======== DATA PROVIDED

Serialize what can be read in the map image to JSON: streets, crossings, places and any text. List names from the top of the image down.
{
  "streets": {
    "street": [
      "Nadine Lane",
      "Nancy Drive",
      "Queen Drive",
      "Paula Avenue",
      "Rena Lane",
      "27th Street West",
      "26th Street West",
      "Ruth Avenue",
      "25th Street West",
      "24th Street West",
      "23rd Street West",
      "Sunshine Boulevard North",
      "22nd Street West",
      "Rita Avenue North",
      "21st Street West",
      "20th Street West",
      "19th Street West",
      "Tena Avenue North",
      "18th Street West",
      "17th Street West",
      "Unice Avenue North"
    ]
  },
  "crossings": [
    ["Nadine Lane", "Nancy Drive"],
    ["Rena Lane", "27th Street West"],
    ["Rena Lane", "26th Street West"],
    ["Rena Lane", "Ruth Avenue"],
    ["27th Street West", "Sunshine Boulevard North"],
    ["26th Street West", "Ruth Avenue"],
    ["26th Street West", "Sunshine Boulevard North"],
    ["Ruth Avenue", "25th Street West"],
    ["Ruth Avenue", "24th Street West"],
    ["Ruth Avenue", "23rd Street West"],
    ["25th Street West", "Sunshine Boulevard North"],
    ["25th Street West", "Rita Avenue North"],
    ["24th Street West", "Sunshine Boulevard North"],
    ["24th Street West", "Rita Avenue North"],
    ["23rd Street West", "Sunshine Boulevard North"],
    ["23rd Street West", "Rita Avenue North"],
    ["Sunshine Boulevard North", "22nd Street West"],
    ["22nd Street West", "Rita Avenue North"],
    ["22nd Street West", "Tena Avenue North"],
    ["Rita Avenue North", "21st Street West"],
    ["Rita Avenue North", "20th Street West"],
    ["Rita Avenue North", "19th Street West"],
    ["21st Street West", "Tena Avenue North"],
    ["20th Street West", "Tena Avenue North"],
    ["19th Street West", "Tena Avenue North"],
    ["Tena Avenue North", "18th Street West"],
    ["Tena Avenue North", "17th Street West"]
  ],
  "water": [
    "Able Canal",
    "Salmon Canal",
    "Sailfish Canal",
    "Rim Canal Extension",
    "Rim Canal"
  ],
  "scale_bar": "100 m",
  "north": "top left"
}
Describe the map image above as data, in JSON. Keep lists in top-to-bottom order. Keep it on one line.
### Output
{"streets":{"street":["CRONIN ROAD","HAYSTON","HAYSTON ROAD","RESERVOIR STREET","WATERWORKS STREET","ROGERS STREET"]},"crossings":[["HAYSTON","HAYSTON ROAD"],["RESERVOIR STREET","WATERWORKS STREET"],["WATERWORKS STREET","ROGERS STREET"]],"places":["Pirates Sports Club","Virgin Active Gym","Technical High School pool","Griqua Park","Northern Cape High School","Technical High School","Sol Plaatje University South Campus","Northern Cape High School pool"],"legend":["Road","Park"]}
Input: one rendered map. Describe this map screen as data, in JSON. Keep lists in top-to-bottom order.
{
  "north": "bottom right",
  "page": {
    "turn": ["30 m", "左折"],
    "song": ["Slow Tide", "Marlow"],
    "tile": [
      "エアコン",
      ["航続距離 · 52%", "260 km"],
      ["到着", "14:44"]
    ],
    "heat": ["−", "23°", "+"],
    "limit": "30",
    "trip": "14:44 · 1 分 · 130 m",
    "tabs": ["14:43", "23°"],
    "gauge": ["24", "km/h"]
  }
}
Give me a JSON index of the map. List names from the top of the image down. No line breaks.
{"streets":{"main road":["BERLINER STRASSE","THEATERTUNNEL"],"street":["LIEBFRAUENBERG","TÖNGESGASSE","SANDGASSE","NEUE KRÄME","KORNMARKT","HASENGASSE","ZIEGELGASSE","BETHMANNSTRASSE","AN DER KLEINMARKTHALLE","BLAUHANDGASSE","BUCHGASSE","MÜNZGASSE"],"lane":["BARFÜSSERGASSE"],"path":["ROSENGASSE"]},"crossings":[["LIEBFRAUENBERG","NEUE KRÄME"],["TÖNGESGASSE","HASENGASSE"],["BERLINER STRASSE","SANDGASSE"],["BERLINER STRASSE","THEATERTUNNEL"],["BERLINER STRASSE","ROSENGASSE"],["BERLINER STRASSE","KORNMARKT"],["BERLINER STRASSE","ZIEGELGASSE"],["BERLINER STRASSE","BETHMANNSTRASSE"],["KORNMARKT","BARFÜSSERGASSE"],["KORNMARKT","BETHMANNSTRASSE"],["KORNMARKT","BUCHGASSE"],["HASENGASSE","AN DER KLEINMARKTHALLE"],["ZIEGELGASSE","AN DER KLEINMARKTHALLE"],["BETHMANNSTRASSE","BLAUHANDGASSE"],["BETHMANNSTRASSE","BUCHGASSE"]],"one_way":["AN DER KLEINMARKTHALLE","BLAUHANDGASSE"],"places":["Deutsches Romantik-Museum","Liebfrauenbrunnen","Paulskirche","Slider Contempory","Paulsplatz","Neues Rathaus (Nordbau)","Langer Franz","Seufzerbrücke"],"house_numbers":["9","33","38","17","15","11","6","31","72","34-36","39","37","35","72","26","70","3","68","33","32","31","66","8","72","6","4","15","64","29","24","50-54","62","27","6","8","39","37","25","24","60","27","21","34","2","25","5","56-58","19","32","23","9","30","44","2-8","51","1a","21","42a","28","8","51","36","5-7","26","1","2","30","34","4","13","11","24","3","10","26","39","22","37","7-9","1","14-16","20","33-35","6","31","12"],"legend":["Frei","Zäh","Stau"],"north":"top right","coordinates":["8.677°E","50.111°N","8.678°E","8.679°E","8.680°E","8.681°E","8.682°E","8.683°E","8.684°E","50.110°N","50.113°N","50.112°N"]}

================

» BRIEF
Within the entries above, find the string "order" and return each line that holds it.

» SOLUTION TO THIS EXERCISE
Describe the map image above as data, in JSON. Keep lists in top-to-bottom order. Keep it on one line.
Input: one rendered map. Describe this map screen as data, in JSON. Keep lists in top-to-bottom order.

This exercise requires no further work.